KI'E'TAN/ETJINISGAMITJ, the Creator of All that is, provided for the Life of the WABANAKI and All peoples. The Great Creator founded this Life upon principals that guides All people to Wellness and Well-Being. The WABANAKI acknowledge these principals as the Creator Laws, commonly known as the Original Instructions. Since time immemorial, we have strived and struggled to maintain and accomplish these Instructions, from one generation to the next. The Creator Laws are embodied in our Original/Traditional Ways of Life; they become our Customs; they manifest in our Ceremonies; our Spirituality becomes the character and Life of our People. We are directed to become responsible and aware of ourselves in all our daily activities: the ways we think, the manner in which we live, work, and play. These ways form our social and political government, the ways we make our decisions.

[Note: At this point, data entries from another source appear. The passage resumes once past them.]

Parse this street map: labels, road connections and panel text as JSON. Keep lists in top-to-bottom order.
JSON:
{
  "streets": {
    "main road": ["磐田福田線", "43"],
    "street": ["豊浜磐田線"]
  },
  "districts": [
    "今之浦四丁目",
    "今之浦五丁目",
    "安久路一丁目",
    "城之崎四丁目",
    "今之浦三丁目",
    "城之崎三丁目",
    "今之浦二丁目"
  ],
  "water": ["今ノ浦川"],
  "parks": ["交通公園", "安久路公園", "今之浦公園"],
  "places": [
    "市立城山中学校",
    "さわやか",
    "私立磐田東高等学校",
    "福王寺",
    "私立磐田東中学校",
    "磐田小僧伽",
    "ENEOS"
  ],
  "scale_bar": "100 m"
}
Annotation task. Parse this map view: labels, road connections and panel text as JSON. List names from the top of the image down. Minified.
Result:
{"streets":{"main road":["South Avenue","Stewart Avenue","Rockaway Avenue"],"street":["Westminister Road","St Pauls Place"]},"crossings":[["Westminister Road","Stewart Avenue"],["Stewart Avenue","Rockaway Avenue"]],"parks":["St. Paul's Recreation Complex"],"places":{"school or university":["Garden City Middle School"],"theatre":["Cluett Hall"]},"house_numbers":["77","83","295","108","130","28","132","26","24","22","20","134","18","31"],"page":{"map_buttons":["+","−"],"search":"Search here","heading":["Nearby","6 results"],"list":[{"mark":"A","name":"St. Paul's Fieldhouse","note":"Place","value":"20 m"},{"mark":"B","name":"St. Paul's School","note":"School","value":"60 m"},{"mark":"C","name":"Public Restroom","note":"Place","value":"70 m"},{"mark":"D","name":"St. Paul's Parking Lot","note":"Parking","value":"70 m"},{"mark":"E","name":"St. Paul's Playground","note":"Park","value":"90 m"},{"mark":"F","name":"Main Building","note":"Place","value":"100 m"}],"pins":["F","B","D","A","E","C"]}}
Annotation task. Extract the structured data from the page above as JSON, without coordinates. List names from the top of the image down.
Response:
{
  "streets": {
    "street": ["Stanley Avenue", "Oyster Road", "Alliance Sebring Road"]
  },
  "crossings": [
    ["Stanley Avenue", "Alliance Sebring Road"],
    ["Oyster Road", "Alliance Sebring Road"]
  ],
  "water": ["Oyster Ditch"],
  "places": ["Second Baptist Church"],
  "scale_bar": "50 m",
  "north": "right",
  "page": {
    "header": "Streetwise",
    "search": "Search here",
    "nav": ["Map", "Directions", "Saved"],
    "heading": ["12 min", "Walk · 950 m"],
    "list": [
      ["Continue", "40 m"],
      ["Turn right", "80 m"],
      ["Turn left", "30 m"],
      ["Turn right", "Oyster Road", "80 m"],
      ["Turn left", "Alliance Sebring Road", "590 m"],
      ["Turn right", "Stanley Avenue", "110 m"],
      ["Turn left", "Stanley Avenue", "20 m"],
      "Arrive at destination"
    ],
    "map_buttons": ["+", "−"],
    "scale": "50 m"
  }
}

The manifestation of the WABANAKI was an act of Love given and shown by KI'E'TAN/ETJINISGAMITJ. So too, we must continue to create and to Love one another by demonstrating our eternal Thanksgivings for and to All Those in Creation, who live and sacrifice for the Well-Being of all that is WABANAKI, for All That is human. It is the act of Love that we hold for KI'E'TAN/ETJINISGAMITJ that we continue to strive for the Well-Being and Wellness, the quality of Life from within us and for those all about us. It is from our Love for the Sacred Gift and Privilege of Being Created WABANAKI that we must continue our Being: who we are, what we are, where we are, and why we are.

The Balance of Life remains steadfastly in our care, for and of the Earth, to provide Wellness of Being to our Families and to continue to live as we have been so instructed by the Creator. It can only be the Creator who can release the WABANAKI from our responsibilities and obligations to maintain and Keep this Well-Being, Balance, and these Original Instructions.